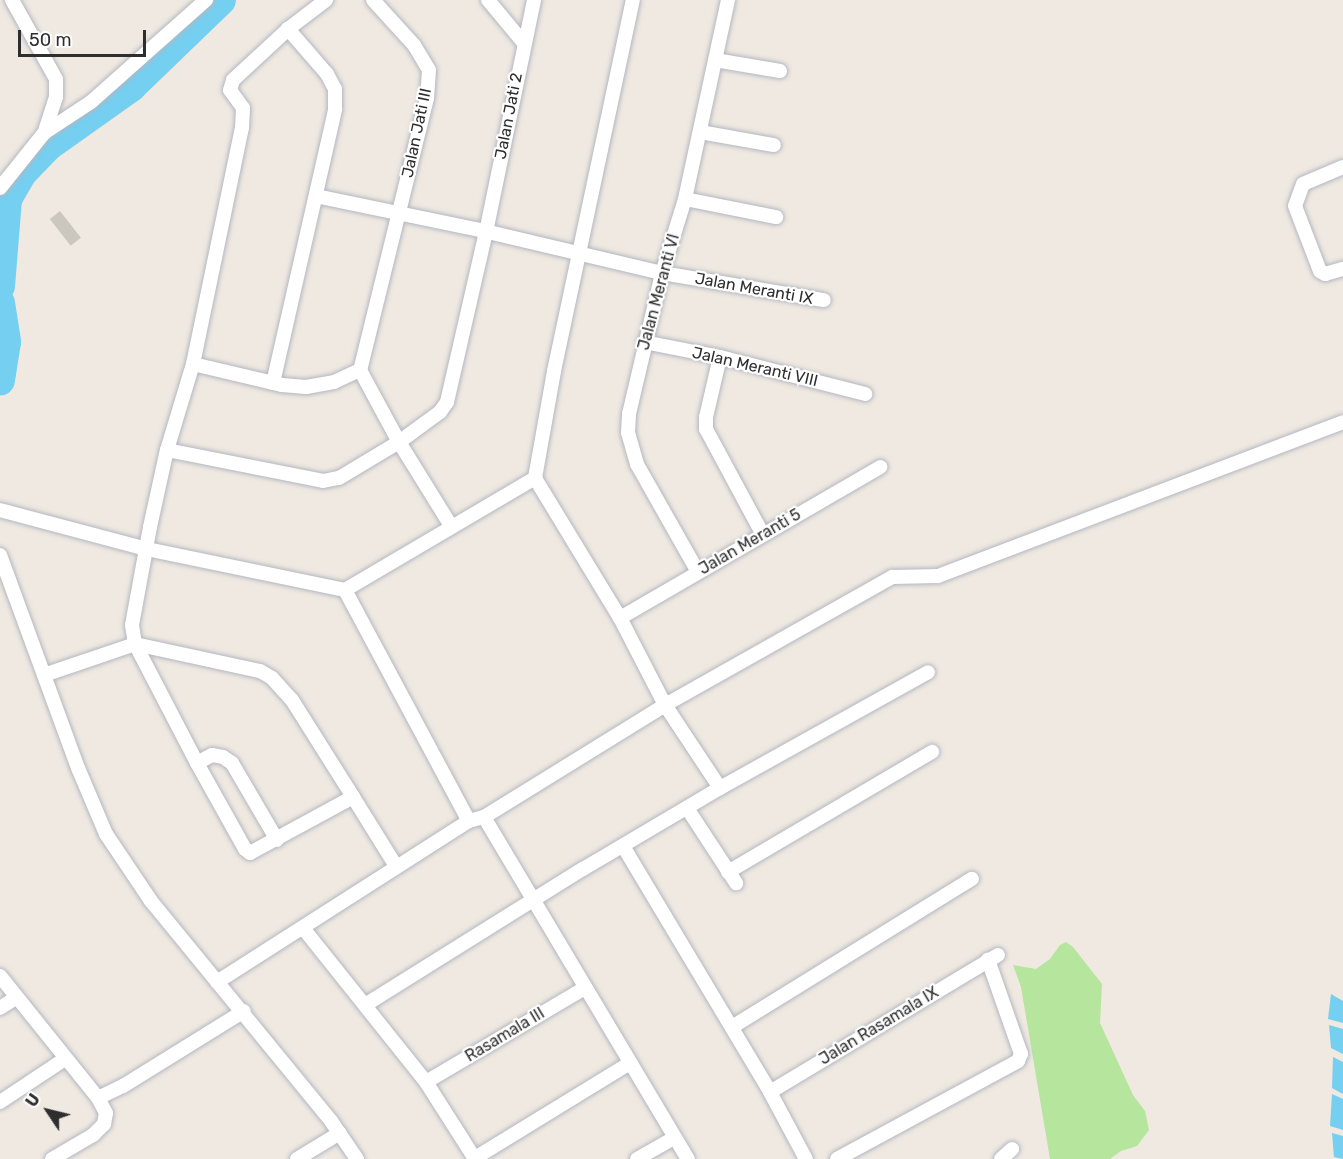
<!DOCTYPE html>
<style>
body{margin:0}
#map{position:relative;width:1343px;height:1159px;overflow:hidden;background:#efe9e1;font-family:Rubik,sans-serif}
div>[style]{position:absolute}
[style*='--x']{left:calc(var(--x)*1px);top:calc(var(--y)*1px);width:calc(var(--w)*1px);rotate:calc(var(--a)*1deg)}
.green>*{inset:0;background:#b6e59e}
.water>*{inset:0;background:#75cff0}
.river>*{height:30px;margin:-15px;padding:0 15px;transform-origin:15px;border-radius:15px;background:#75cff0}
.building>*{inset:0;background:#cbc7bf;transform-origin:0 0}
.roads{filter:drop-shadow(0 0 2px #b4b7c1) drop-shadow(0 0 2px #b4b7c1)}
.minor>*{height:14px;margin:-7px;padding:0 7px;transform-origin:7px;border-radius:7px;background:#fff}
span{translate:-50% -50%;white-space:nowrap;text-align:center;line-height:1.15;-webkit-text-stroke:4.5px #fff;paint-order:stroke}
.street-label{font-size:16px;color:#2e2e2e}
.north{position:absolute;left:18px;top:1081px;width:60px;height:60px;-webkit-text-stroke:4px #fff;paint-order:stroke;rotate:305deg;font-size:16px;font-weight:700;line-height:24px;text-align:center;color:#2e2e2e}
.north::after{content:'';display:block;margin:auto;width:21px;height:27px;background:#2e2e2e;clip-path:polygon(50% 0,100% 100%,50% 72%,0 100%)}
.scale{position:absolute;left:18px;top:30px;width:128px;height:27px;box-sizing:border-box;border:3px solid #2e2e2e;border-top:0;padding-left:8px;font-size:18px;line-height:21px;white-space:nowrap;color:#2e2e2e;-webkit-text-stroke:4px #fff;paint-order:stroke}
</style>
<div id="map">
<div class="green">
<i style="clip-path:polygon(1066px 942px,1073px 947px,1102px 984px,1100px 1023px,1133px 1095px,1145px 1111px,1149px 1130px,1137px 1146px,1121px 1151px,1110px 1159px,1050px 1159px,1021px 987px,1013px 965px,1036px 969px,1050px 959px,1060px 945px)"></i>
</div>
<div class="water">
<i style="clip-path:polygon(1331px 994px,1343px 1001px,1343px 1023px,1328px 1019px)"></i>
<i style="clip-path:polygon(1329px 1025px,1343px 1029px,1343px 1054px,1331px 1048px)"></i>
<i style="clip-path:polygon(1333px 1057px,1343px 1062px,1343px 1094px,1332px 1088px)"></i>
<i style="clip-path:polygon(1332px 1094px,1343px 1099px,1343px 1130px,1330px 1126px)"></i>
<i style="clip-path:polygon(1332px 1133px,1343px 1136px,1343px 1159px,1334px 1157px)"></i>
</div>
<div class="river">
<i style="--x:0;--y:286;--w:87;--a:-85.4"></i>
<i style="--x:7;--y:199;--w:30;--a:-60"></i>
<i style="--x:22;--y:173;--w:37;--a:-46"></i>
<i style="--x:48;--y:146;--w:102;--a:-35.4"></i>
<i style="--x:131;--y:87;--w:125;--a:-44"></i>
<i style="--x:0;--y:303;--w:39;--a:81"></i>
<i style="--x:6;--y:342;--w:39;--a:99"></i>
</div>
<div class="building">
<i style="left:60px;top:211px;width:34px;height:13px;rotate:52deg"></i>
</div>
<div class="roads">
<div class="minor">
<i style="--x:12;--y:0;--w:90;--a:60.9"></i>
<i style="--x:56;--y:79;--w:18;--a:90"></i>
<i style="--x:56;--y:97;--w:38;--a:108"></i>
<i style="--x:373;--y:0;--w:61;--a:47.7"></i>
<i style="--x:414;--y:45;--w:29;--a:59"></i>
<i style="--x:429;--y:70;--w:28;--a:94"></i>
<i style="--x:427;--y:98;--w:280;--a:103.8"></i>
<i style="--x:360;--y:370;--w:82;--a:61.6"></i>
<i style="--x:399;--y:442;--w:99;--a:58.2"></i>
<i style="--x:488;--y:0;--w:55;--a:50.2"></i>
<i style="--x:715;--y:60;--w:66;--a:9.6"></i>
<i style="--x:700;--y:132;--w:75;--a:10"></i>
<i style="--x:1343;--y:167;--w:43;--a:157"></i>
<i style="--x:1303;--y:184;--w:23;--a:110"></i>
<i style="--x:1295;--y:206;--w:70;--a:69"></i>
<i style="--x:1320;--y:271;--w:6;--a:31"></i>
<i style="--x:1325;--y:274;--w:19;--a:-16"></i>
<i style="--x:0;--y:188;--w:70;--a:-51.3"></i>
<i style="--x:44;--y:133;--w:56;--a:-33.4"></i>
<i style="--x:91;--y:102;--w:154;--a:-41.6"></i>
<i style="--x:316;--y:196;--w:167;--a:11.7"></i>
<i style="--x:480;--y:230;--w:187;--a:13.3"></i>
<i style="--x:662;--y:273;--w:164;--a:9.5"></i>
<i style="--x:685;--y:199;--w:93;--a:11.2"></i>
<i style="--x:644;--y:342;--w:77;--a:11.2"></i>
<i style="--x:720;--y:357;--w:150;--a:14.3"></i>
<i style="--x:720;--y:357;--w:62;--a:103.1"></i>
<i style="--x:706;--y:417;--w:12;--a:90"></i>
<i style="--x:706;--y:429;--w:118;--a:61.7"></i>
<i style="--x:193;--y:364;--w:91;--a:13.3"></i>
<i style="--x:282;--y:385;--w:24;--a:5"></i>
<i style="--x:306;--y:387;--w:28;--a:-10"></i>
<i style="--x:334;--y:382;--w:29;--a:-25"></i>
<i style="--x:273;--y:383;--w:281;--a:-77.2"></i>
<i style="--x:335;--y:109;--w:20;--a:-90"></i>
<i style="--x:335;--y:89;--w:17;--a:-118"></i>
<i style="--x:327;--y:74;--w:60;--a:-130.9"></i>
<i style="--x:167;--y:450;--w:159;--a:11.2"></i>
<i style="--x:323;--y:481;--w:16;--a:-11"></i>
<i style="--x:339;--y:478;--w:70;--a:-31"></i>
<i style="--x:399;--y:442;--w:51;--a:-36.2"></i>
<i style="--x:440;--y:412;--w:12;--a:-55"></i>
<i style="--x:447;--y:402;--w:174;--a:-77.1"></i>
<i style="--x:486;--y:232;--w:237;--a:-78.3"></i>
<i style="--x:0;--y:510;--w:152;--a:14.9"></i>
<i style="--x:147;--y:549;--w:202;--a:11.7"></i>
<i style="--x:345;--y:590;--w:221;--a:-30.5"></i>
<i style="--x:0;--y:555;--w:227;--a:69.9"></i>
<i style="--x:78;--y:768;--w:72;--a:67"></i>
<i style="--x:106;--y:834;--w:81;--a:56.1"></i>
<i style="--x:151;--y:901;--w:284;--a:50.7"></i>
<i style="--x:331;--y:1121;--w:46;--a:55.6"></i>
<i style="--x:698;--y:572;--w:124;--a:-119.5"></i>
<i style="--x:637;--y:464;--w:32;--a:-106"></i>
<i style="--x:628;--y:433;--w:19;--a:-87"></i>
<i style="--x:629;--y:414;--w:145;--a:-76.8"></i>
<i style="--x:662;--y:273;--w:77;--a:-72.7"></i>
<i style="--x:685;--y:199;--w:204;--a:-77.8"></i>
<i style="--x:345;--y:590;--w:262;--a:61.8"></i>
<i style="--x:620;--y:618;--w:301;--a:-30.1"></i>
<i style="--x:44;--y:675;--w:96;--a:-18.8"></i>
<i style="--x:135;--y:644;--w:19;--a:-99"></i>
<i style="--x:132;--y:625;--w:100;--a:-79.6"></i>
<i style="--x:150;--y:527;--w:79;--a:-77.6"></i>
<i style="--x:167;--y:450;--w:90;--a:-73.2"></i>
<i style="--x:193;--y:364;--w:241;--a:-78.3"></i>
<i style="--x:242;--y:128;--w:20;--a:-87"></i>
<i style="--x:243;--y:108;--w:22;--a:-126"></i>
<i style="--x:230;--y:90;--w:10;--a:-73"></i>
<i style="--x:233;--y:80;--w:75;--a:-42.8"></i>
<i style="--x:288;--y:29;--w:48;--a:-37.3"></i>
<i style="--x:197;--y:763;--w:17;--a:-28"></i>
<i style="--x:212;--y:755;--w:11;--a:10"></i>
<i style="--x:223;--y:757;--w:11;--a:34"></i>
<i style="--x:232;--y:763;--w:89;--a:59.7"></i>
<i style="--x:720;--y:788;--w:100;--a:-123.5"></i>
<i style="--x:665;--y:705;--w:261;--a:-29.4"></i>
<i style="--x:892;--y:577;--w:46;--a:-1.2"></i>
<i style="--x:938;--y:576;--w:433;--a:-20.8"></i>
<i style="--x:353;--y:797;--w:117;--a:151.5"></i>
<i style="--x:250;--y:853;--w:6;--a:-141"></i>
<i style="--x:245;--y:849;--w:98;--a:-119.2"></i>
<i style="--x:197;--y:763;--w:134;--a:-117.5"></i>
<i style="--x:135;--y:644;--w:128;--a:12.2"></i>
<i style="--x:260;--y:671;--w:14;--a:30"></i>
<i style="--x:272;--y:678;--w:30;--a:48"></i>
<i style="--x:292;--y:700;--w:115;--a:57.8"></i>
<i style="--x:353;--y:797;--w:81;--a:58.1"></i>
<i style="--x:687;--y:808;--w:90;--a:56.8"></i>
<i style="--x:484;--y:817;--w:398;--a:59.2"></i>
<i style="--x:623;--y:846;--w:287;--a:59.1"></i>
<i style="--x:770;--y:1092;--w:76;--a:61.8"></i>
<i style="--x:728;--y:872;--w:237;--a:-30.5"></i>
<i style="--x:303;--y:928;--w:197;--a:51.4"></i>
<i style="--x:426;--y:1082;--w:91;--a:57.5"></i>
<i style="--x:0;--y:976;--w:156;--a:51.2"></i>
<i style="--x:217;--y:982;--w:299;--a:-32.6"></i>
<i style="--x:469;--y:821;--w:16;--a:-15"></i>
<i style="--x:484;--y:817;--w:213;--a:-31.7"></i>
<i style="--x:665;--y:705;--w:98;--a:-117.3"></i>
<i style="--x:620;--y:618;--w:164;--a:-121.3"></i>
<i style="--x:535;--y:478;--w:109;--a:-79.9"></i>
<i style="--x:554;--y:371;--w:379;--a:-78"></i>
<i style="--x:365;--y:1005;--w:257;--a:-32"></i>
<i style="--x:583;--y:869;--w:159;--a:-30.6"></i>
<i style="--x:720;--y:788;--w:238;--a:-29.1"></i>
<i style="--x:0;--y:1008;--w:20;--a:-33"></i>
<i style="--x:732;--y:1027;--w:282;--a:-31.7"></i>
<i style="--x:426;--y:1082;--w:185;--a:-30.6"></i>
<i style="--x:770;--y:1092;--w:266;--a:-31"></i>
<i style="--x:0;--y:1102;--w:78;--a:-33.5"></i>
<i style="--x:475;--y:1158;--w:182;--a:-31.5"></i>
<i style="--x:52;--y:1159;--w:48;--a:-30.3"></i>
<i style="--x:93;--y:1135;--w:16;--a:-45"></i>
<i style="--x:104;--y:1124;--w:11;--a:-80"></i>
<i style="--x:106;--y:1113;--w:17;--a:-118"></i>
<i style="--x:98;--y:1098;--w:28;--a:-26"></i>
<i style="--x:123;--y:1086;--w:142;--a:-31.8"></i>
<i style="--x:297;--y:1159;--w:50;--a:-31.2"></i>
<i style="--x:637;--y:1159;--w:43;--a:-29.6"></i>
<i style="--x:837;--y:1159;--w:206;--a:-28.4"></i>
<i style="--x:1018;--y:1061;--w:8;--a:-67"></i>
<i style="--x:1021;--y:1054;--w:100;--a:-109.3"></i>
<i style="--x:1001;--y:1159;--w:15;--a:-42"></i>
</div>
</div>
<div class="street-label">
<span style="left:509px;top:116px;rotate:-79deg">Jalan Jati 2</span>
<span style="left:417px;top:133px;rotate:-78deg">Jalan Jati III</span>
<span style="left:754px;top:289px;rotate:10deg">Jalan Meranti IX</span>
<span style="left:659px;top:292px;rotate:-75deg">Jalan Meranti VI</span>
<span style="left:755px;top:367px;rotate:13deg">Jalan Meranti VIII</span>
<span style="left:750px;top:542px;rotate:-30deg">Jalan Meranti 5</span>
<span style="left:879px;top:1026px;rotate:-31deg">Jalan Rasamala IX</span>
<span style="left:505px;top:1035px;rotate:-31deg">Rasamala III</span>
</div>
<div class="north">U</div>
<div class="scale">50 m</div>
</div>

▸ **Prompt**: The string to find is "river"; copy every line of the listing that has it.

▸ **Written answer**:
.river>*{height:30px;margin:-15px;padding:0 15px;transform-origin:15px;border-radius:15px;background:#75cff0}
<div class="river">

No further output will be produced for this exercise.